Plus, the liquids often come in flavors like fruit, bubble gum, mint, and vanilla, because unflavored nicotine isn’t exactly appealing. “Huge concentrations of nicotine salts are just miserable to breathe in,” Dr. Stepp said. “Flavors are necessary to make these products palatable, and those flavors end up being a huge draw for youth users to get exposed to nicotine addiction.”

Challenges surrounding smoking cessation in youth

The powerful effect of nicotine in youth means the need for effective cessation strategies is both more urgent and more difficult. But while physicians can prescribe to adults the antidepressants varenicline and bupropion, along with nicotine replacement therapy, to help ease withdrawal symptoms, the US Food and Drug Administration (FDA) has not approved those medications for anyone under the age of 18.

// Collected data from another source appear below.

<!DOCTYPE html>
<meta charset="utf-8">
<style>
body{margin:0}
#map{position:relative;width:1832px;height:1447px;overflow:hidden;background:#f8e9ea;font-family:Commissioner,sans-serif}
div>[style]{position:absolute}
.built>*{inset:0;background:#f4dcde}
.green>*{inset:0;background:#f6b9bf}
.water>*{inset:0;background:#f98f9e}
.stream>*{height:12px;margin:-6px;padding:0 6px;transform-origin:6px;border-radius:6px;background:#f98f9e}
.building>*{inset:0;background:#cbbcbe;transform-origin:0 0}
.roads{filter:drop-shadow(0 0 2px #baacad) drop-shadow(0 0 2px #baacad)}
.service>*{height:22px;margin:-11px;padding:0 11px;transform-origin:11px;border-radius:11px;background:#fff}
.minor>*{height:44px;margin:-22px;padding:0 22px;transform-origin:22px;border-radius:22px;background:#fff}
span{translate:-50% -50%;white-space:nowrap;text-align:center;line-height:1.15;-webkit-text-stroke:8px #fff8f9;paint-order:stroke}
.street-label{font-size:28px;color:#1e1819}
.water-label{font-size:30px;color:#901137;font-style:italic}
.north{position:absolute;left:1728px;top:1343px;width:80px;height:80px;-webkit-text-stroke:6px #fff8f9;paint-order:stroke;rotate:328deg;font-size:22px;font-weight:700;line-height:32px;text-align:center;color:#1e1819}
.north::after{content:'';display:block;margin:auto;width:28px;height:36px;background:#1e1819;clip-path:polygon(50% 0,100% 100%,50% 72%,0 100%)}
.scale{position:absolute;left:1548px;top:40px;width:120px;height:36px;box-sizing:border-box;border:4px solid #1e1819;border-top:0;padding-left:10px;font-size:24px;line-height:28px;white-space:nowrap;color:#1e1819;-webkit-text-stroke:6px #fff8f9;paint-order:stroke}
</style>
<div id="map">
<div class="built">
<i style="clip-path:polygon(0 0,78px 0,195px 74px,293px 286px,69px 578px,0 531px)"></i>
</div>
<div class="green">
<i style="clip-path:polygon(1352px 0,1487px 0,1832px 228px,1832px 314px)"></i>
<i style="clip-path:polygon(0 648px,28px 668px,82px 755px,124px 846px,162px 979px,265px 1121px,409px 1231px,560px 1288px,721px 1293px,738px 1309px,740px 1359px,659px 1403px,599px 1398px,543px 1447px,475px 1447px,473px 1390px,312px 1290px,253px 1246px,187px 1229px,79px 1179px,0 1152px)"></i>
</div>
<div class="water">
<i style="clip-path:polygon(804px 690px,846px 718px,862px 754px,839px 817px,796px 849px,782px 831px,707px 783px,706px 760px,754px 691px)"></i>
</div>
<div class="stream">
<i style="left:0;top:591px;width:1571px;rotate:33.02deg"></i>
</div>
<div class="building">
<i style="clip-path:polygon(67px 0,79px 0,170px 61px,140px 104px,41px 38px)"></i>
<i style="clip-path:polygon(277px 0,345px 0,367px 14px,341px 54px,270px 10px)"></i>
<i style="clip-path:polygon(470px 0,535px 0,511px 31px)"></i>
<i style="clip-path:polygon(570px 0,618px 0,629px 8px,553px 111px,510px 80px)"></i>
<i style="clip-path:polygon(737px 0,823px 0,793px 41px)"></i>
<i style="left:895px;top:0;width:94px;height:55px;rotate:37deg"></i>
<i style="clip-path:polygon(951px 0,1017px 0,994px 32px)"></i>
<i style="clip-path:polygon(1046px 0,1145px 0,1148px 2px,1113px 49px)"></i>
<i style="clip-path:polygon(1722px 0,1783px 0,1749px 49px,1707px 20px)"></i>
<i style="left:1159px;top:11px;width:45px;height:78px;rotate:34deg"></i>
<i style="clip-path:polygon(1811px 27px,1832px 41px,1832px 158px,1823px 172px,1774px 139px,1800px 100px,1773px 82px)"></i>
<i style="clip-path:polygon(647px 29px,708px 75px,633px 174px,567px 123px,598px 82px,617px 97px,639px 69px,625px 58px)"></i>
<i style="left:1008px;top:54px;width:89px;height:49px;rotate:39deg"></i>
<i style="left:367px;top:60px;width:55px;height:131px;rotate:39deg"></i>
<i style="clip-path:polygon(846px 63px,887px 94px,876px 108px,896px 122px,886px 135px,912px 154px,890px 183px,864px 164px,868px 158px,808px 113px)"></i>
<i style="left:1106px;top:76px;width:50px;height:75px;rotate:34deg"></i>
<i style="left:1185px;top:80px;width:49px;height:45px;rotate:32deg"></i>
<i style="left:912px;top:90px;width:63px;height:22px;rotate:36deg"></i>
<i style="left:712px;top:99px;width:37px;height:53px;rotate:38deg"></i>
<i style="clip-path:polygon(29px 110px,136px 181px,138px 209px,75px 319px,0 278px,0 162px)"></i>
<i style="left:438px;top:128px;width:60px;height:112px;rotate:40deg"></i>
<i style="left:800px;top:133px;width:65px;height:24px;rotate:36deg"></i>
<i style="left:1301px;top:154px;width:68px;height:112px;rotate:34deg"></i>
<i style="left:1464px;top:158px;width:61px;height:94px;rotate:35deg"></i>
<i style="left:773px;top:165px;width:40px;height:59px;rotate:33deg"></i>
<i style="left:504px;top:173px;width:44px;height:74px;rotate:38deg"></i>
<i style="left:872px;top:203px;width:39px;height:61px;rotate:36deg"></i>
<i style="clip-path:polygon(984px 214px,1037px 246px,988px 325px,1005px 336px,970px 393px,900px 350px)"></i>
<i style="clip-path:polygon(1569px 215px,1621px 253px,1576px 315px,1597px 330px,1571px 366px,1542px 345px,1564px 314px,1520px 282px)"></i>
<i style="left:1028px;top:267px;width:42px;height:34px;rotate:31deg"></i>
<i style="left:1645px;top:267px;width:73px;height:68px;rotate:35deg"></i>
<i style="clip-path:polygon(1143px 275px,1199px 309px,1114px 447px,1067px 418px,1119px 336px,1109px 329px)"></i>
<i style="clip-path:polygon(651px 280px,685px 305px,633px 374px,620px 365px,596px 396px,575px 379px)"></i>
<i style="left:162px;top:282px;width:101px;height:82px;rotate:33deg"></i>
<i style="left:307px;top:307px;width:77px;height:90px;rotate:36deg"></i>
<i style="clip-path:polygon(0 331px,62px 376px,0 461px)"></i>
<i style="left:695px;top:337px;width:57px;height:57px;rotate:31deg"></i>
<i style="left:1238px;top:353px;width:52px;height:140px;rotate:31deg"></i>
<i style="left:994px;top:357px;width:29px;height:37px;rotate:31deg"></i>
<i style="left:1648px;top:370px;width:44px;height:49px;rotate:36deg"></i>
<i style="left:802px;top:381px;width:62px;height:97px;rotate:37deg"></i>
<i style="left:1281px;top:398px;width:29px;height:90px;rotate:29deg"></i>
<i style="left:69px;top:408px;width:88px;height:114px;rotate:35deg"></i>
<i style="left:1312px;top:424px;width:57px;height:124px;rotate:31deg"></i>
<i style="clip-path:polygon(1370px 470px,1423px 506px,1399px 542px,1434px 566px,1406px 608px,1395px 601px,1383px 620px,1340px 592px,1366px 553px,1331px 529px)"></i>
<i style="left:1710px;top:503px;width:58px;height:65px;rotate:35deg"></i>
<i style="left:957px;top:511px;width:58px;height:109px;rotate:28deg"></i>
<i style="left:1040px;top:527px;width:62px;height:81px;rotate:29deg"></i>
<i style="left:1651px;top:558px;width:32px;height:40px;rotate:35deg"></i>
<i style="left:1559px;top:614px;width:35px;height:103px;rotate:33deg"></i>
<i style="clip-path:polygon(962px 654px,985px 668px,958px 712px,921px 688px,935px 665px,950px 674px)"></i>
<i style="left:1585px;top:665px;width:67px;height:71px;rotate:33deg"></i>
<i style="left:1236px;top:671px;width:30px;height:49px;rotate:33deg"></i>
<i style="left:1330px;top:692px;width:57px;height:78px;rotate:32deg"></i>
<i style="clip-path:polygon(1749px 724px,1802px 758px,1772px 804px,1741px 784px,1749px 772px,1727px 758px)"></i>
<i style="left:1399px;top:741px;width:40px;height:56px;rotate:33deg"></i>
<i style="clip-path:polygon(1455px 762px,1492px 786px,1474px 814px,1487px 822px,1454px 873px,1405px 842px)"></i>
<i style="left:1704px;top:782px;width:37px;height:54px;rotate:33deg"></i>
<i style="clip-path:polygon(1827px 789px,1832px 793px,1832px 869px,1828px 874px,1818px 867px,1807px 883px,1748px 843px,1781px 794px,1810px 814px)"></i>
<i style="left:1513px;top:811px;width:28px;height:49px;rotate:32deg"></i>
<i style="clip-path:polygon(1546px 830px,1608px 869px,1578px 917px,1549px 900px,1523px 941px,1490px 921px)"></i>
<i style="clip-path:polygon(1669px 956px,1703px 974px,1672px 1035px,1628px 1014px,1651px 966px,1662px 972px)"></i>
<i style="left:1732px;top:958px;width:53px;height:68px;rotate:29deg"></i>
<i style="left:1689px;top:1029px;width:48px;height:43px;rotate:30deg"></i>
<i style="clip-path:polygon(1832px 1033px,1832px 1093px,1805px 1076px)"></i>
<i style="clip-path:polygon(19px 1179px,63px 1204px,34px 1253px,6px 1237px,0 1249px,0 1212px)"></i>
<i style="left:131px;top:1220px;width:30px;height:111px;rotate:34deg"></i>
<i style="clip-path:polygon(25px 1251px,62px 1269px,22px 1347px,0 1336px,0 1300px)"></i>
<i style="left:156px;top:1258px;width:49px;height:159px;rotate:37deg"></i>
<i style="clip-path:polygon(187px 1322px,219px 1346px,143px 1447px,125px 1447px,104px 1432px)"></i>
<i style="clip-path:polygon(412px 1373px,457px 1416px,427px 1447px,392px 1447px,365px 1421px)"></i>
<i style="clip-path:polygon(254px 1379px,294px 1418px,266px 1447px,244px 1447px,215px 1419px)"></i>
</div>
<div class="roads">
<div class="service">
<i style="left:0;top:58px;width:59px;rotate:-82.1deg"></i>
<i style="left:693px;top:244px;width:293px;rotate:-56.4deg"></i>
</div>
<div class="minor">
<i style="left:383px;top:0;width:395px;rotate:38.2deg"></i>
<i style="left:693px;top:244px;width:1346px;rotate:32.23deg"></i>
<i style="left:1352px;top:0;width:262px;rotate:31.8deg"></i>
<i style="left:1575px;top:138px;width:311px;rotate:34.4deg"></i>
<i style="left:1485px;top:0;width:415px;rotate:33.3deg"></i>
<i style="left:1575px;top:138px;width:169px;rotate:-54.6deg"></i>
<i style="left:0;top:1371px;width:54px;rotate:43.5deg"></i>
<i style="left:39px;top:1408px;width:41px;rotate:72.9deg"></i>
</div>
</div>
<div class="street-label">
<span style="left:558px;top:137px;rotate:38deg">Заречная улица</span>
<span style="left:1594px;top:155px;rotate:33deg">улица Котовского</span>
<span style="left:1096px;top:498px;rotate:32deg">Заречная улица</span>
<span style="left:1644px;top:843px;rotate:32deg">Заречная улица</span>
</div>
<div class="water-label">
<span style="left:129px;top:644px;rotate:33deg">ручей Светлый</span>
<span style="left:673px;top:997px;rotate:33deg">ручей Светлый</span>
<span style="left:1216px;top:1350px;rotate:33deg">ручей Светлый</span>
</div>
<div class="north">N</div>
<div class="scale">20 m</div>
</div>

Research on cessation medications in young people is limited: A recent meta-analysis found only four studies on people between the ages of 12 and 21. In teens, antidepressants seem to help quitting for the first few weeks but are unproven as a long-term solution.

“That really has been a challenge for the 1 in 6 high school students who are current users of tobacco products,” said pediatrician, Susan Walley, MD, a co-author of the American Academy of Pediatrics’ recent position papers on children and smoking.

“One of the things that is important to keep at the forefront of the conversation is that nicotine addiction is a chronic medical disease, and it’s a form of substance abuse,” Dr. Walley said. “We know that we need more research in adolescent tobacco cessation, and it really is about the funding, about research dollars.”

Without medications, smoking cessation in teens relies largely on counseling strategies. A 2017 review published by Cochrane Library found that group counseling was the most effective quitting method, with teens participating in group sessions 35% more likely to stop using nicotine products up to a year later, compared with teens who did not receive any counseling.

Counseling can help educate teens (and parents) on some of the realities of e-cigarettes, bridging the gap between well-established anti-smoking campaigns and the anti-vape campaigns that have yet to catch up.

“We have done a great job promoting cigarette use as dangerous,” Dr. Walley said. “[But] many teens who would never pick up a cigarette –because they know the health risks – are vaping.”